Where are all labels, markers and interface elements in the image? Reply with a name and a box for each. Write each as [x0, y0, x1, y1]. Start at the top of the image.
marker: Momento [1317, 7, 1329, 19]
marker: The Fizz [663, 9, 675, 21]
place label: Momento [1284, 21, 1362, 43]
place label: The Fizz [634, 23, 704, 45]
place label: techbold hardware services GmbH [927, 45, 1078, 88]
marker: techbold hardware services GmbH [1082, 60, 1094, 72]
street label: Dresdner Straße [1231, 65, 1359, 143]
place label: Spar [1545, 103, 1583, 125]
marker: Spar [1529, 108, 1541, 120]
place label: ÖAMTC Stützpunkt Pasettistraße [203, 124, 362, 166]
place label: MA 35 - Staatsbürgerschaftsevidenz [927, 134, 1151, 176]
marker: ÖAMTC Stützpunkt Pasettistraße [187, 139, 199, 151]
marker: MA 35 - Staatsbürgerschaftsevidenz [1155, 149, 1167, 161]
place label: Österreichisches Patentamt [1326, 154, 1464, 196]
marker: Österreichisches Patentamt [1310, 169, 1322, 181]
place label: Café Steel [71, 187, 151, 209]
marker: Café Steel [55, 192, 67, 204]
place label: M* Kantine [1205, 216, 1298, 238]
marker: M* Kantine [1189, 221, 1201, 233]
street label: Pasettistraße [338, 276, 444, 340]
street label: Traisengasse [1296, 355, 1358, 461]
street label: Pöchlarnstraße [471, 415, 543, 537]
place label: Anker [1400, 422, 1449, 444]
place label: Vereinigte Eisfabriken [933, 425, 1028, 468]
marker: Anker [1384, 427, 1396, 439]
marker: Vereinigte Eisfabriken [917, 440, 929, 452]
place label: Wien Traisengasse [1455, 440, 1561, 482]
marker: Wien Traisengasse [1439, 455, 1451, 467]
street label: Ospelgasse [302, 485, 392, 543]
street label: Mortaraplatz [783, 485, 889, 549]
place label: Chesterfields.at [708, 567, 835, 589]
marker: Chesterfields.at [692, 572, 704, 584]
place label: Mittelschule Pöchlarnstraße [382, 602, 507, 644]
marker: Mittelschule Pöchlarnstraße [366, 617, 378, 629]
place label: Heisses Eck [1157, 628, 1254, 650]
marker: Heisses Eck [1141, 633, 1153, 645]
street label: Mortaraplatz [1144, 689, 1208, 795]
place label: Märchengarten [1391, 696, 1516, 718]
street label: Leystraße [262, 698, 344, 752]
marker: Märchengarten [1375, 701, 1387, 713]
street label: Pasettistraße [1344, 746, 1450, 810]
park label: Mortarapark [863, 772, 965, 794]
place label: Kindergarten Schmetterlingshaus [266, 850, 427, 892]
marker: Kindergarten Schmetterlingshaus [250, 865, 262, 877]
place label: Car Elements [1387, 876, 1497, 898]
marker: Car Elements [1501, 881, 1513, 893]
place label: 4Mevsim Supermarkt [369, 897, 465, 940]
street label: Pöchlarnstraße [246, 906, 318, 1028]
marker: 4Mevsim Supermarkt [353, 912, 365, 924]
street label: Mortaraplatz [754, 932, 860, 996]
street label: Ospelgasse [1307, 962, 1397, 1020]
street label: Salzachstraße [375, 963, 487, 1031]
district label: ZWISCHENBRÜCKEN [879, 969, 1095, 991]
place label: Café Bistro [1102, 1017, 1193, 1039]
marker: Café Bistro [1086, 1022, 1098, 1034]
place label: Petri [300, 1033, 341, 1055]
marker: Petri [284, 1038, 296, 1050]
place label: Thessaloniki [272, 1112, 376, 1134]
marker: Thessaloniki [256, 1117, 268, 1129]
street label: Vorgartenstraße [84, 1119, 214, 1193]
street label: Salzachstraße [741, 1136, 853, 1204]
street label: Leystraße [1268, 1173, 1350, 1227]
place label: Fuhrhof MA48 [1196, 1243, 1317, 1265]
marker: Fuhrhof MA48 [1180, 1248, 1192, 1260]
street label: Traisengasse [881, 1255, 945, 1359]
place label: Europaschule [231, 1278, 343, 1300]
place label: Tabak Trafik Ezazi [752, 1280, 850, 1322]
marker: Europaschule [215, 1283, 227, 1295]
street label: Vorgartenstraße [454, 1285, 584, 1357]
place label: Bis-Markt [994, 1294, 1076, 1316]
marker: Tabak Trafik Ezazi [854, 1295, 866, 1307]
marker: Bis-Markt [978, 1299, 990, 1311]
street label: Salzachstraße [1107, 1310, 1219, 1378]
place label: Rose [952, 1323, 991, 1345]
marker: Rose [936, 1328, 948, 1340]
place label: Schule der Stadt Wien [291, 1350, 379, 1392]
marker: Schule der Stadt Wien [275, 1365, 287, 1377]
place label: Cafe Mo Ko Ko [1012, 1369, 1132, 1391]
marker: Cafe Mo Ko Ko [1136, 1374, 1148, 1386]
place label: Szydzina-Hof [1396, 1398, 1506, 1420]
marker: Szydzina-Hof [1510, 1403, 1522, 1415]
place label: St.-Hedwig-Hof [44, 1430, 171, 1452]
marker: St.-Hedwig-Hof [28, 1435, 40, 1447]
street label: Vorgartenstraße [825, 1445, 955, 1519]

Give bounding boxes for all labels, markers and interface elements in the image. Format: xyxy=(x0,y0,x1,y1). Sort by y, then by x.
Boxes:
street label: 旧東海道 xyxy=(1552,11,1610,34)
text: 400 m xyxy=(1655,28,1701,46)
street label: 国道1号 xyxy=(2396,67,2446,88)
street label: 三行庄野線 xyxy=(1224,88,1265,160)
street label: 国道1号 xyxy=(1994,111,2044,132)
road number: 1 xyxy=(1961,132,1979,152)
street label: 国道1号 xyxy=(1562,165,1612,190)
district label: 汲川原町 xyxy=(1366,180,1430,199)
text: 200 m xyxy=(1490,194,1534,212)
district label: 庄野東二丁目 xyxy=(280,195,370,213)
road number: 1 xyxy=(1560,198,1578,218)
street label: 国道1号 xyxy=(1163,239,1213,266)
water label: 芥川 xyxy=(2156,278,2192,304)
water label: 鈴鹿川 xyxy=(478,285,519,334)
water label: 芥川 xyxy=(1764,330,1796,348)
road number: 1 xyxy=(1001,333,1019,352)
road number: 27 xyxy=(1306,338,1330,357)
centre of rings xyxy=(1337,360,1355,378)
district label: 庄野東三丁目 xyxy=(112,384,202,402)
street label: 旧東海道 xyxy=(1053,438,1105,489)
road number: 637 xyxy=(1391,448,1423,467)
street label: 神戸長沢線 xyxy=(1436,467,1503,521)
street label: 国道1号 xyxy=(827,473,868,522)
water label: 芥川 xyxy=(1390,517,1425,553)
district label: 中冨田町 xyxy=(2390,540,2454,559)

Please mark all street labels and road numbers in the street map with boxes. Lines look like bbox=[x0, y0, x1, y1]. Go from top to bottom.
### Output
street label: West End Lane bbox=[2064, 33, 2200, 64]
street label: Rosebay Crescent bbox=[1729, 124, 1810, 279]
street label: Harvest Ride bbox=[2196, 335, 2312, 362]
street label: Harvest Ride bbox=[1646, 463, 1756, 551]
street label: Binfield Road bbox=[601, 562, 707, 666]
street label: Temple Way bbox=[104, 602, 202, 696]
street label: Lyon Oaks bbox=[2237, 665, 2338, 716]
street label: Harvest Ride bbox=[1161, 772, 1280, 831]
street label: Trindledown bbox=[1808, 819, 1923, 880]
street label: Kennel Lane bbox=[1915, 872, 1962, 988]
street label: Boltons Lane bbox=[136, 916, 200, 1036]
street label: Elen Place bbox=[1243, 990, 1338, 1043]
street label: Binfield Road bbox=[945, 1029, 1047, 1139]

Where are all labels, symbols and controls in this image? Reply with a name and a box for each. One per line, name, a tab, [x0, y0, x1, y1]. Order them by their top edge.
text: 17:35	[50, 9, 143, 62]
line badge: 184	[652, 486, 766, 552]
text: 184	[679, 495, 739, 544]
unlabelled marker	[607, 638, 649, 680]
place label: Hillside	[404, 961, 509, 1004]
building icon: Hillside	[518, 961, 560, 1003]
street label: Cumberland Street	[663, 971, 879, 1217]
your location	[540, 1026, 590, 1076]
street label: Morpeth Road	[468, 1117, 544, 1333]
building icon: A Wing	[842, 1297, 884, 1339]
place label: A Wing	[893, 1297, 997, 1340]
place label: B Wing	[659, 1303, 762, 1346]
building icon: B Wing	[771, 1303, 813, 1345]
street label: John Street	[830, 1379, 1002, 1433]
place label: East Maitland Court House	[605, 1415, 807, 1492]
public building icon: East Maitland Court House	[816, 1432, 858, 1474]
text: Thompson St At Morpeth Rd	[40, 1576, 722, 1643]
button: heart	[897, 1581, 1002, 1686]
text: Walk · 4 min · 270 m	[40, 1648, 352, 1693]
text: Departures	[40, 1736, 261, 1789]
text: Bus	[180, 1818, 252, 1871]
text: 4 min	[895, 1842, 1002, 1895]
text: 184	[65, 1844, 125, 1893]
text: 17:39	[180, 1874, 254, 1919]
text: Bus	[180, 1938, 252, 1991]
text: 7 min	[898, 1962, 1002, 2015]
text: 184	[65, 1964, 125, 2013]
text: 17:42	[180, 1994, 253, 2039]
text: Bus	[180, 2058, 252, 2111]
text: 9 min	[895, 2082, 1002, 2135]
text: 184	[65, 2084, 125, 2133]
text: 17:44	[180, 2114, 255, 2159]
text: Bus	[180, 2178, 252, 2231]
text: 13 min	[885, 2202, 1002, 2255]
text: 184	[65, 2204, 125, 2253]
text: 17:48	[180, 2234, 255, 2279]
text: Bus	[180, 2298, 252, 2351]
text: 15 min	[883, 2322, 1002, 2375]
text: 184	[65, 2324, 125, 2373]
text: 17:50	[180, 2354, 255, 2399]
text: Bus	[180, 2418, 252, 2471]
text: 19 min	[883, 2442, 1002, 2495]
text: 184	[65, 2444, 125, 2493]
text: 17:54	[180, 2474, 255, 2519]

■ ■ ■ ■ ■ ■ ■

Search the listing for "Maitland" and show every line where it occurs.

place label: East Maitland Court House	[605, 1415, 807, 1492]
public building icon: East Maitland Court House	[816, 1432, 858, 1474]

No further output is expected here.